About this exercise —
Look for the word "overflow" in the data below, and copy every line that holds it.

***** Supplied entries *****

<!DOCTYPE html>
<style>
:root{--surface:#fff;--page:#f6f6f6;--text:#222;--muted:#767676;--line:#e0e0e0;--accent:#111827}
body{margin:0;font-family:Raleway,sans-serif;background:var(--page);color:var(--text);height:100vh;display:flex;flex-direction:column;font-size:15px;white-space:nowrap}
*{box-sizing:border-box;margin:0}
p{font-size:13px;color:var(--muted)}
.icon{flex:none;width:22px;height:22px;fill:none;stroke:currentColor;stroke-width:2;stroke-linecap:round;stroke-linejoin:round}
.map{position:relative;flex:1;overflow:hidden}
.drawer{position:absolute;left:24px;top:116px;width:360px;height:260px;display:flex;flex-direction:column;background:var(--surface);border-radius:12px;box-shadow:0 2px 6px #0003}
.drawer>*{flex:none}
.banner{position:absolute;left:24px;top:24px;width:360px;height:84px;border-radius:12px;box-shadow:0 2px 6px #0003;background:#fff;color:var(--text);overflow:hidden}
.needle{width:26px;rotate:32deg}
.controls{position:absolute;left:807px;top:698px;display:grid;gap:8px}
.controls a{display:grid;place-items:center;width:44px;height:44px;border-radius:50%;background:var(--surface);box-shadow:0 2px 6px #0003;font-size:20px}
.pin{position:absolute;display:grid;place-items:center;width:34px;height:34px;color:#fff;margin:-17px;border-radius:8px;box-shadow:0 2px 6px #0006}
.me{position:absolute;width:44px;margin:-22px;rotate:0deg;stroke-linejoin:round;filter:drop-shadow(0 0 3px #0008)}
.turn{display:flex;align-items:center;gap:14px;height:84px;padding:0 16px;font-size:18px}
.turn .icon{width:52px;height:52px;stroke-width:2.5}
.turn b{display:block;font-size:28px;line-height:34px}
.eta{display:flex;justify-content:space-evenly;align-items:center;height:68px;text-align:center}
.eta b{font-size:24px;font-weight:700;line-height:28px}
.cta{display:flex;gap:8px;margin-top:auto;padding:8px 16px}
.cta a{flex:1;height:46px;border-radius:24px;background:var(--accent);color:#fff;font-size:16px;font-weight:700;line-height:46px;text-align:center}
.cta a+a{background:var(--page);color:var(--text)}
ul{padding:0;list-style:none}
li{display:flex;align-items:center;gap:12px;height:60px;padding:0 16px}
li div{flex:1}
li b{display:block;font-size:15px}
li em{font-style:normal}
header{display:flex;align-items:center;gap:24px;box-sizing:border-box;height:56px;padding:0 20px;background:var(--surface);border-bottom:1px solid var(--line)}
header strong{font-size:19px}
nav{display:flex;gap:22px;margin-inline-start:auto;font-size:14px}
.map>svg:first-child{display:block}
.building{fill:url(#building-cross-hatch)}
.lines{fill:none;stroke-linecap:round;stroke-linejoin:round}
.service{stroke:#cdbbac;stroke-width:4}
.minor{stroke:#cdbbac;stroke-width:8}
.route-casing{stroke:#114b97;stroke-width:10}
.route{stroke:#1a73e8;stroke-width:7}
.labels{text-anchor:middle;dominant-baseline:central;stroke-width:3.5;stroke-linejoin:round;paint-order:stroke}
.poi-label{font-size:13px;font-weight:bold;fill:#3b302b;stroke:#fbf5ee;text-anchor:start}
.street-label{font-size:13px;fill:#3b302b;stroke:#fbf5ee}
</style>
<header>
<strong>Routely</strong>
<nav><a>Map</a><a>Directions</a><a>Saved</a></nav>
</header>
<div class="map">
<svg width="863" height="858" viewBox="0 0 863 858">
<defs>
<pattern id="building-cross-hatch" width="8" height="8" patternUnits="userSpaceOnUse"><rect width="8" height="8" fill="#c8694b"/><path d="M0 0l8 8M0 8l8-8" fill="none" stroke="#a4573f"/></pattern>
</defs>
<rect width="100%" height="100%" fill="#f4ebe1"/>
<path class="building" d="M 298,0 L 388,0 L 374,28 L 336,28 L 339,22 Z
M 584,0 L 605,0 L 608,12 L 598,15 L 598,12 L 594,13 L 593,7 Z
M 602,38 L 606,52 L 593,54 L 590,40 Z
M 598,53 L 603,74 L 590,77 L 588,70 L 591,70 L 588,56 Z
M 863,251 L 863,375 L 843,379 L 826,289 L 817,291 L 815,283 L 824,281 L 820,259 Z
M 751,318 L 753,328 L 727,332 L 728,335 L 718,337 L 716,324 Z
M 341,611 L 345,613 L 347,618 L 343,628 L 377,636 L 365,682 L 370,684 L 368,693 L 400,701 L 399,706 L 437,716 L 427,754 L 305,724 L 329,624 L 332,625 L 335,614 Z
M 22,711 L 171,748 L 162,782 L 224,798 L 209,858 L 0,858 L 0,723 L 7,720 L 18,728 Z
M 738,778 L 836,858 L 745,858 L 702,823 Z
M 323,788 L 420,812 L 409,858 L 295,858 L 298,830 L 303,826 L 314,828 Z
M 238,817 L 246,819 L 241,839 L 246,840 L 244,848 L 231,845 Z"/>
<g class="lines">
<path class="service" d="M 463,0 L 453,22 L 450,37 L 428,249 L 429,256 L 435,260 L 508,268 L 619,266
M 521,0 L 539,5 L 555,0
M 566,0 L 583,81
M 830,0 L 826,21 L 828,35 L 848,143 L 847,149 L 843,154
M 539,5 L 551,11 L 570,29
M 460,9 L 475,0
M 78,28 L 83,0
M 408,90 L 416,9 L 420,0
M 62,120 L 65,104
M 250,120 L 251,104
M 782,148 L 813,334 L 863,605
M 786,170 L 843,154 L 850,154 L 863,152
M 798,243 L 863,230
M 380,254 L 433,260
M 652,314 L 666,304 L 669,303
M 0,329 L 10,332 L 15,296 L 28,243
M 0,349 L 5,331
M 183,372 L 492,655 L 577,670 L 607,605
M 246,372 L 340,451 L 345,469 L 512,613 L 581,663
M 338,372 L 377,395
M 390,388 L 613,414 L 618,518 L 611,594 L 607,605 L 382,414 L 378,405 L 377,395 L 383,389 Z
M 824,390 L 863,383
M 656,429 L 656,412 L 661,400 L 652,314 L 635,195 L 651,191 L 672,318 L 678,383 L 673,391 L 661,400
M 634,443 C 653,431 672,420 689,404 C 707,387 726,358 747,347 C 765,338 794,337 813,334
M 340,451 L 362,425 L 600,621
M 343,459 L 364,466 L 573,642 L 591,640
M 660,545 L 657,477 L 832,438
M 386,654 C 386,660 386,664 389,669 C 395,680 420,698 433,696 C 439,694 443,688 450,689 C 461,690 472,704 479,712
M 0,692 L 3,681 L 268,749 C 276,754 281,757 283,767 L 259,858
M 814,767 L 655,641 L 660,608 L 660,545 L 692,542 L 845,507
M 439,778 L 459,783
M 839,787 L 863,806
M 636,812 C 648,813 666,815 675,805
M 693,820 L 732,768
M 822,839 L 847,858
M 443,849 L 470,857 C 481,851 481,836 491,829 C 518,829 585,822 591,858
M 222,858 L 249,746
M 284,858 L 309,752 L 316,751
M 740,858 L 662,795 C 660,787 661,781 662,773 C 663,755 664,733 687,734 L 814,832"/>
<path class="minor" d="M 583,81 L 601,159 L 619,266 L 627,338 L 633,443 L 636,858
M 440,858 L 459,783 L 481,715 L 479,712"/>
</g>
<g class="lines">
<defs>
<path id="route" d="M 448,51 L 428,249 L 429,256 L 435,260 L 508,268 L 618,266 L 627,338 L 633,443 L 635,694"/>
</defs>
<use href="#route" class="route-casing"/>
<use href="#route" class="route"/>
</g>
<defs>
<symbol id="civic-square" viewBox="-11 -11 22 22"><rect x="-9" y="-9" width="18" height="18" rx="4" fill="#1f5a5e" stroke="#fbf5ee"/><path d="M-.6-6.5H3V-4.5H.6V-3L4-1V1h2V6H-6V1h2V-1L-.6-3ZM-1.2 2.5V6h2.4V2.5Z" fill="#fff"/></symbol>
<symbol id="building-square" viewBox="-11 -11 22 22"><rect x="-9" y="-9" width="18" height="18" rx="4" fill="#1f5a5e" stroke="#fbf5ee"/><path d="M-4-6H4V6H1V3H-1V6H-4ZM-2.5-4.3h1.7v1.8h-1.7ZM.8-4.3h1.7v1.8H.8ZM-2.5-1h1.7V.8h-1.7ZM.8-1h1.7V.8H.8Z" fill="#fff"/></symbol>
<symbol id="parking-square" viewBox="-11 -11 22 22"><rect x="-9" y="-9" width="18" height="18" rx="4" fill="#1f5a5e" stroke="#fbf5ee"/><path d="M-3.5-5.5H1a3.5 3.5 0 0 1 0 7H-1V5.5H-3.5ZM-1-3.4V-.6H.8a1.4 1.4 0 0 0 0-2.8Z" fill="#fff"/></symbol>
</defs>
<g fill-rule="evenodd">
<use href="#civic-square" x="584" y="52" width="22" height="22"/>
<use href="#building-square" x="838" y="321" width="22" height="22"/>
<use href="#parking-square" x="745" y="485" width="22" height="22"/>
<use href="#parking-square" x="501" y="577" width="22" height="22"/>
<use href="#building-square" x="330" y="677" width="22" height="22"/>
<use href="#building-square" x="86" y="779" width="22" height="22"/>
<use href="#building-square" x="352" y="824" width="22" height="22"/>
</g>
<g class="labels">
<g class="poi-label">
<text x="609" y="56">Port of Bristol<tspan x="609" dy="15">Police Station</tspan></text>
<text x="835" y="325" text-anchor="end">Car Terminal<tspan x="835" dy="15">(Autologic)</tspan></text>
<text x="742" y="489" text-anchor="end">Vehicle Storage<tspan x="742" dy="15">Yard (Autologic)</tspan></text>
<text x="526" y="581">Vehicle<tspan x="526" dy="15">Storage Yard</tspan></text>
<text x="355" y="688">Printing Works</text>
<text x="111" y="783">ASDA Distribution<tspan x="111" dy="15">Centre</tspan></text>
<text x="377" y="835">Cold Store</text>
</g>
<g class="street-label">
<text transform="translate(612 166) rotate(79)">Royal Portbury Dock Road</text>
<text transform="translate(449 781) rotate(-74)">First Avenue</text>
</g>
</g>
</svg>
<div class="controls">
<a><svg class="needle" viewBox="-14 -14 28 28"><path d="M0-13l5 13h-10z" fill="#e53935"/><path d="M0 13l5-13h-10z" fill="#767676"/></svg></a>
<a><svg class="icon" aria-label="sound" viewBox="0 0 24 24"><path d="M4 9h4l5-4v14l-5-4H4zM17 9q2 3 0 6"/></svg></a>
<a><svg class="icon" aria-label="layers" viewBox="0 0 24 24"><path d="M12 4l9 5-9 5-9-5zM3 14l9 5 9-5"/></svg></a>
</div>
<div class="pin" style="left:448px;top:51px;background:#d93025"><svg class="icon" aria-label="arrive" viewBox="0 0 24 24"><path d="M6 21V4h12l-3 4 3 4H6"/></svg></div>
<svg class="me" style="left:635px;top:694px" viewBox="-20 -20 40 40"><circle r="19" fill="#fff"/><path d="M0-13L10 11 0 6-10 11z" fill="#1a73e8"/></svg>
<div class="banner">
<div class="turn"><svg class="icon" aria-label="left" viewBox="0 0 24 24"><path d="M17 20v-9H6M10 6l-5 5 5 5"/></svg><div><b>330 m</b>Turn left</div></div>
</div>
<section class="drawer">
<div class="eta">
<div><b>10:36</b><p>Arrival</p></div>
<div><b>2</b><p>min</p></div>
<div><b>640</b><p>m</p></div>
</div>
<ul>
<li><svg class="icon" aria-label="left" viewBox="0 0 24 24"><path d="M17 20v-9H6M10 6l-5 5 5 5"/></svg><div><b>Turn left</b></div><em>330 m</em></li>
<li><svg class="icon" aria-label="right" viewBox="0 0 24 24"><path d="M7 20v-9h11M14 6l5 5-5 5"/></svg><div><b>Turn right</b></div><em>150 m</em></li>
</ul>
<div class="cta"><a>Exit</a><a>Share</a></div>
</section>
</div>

*****

Response —
.map{position:relative;flex:1;overflow:hidden}
.banner{position:absolute;left:24px;top:24px;width:360px;height:84px;border-radius:12px;box-shadow:0 2px 6px #0003;background:#fff;color:var(--text);overflow:hidden}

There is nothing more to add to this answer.